- Opening Delimiter -

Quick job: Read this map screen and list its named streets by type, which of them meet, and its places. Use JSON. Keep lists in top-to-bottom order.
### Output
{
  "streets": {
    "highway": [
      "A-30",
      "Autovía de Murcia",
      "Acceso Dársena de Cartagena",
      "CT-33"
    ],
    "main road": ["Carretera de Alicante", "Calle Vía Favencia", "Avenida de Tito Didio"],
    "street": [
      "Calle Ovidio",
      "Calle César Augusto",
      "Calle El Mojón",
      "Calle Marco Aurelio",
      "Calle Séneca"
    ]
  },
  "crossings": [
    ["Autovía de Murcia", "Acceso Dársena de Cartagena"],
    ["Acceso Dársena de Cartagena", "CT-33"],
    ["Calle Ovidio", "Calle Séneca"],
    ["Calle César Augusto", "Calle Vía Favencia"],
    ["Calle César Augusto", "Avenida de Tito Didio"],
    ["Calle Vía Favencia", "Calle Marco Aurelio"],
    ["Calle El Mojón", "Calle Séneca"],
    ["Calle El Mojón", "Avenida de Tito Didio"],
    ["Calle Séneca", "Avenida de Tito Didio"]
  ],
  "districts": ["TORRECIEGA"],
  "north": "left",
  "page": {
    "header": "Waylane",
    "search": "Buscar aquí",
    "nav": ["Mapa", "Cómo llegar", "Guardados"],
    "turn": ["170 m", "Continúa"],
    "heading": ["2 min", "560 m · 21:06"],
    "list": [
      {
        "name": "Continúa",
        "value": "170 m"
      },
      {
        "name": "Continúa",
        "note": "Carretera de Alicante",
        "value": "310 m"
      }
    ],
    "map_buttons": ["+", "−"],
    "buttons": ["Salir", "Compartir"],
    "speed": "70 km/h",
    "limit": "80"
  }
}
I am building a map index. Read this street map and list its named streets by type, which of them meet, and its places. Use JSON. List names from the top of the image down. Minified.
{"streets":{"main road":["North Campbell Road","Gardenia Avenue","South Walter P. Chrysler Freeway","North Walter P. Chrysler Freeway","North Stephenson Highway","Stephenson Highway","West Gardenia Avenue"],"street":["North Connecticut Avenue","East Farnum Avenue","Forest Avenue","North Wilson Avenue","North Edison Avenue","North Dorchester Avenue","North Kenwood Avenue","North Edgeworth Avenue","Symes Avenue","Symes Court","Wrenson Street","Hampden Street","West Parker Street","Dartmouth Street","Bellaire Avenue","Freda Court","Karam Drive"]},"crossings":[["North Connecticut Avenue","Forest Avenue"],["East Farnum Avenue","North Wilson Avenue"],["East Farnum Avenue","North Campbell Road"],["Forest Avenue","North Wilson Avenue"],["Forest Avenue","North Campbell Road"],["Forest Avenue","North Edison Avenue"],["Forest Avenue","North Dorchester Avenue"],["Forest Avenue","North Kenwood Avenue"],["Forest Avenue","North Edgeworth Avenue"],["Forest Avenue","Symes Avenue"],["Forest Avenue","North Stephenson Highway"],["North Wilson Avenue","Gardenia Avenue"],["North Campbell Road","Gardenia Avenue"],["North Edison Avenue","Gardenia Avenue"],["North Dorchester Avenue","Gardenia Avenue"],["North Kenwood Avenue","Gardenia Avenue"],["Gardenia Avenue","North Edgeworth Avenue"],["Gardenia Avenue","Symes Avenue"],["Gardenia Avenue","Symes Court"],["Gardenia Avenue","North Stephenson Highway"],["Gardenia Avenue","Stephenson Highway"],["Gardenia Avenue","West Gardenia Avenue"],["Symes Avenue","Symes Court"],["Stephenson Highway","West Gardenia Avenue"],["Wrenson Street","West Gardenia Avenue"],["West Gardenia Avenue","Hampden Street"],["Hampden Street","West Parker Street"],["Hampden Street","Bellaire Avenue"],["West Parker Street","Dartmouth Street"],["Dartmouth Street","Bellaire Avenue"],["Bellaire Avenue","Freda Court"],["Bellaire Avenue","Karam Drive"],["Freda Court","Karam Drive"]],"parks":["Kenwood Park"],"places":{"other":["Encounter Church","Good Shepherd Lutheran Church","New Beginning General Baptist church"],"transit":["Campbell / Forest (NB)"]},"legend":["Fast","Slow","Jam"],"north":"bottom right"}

- Closing Delimiter -

WORK INSTRUCTION:
Going through the material above, reproduce every line exactly.

YOUR SOLUTION:
Quick job: Read this map screen and list its named streets by type, which of them meet, and its places. Use JSON. Keep lists in top-to-bottom order.
### Output
{
  "streets": {
    "highway": [
      "A-30",
      "Autovía de Murcia",
      "Acceso Dársena de Cartagena",
      "CT-33"
    ],
    "main road": ["Carretera de Alicante", "Calle Vía Favencia", "Avenida de Tito Didio"],
    "street": [
      "Calle Ovidio",
      "Calle César Augusto",
      "Calle El Mojón",
      "Calle Marco Aurelio",
      "Calle Séneca"
    ]
  },
  "crossings": [
    ["Autovía de Murcia", "Acceso Dársena de Cartagena"],
    ["Acceso Dársena de Cartagena", "CT-33"],
    ["Calle Ovidio", "Calle Séneca"],
    ["Calle César Augusto", "Calle Vía Favencia"],
    ["Calle César Augusto", "Avenida de Tito Didio"],
    ["Calle Vía Favencia", "Calle Marco Aurelio"],
    ["Calle El Mojón", "Calle Séneca"],
    ["Calle El Mojón", "Avenida de Tito Didio"],
    ["Calle Séneca", "Avenida de Tito Didio"]
  ],
  "districts": ["TORRECIEGA"],
  "north": "left",
  "page": {
    "header": "Waylane",
    "search": "Buscar aquí",
    "nav": ["Mapa", "Cómo llegar", "Guardados"],
    "turn": ["170 m", "Continúa"],
    "heading": ["2 min", "560 m · 21:06"],
    "list": [
      {
        "name": "Continúa",
        "value": "170 m"
      },
      {
        "name": "Continúa",
        "note": "Carretera de Alicante",
        "value": "310 m"
      }
    ],
    "map_buttons": ["+", "−"],
    "buttons": ["Salir", "Compartir"],
    "speed": "70 km/h",
    "limit": "80"
  }
}
I am building a map index. Read this street map and list its named streets by type, which of them meet, and its places. Use JSON. List names from the top of the image down. Minified.
{"streets":{"main road":["North Campbell Road","Gardenia Avenue","South Walter P. Chrysler Freeway","North Walter P. Chrysler Freeway","North Stephenson Highway","Stephenson Highway","West Gardenia Avenue"],"street":["North Connecticut Avenue","East Farnum Avenue","Forest Avenue","North Wilson Avenue","North Edison Avenue","North Dorchester Avenue","North Kenwood Avenue","North Edgeworth Avenue","Symes Avenue","Symes Court","Wrenson Street","Hampden Street","West Parker Street","Dartmouth Street","Bellaire Avenue","Freda Court","Karam Drive"]},"crossings":[["North Connecticut Avenue","Forest Avenue"],["East Farnum Avenue","North Wilson Avenue"],["East Farnum Avenue","North Campbell Road"],["Forest Avenue","North Wilson Avenue"],["Forest Avenue","North Campbell Road"],["Forest Avenue","North Edison Avenue"],["Forest Avenue","North Dorchester Avenue"],["Forest Avenue","North Kenwood Avenue"],["Forest Avenue","North Edgeworth Avenue"],["Forest Avenue","Symes Avenue"],["Forest Avenue","North Stephenson Highway"],["North Wilson Avenue","Gardenia Avenue"],["North Campbell Road","Gardenia Avenue"],["North Edison Avenue","Gardenia Avenue"],["North Dorchester Avenue","Gardenia Avenue"],["North Kenwood Avenue","Gardenia Avenue"],["Gardenia Avenue","North Edgeworth Avenue"],["Gardenia Avenue","Symes Avenue"],["Gardenia Avenue","Symes Court"],["Gardenia Avenue","North Stephenson Highway"],["Gardenia Avenue","Stephenson Highway"],["Gardenia Avenue","West Gardenia Avenue"],["Symes Avenue","Symes Court"],["Stephenson Highway","West Gardenia Avenue"],["Wrenson Street","West Gardenia Avenue"],["West Gardenia Avenue","Hampden Street"],["Hampden Street","West Parker Street"],["Hampden Street","Bellaire Avenue"],["West Parker Street","Dartmouth Street"],["Dartmouth Street","Bellaire Avenue"],["Bellaire Avenue","Freda Court"],["Bellaire Avenue","Karam Drive"],["Freda Court","Karam Drive"]],"parks":["Kenwood Park"],"places":{"other":["Encounter Church","Good Shepherd Lutheran Church","New Beginning General Baptist church"],"transit":["Campbell / Forest (NB)"]},"legend":["Fast","Slow","Jam"],"north":"bottom right"}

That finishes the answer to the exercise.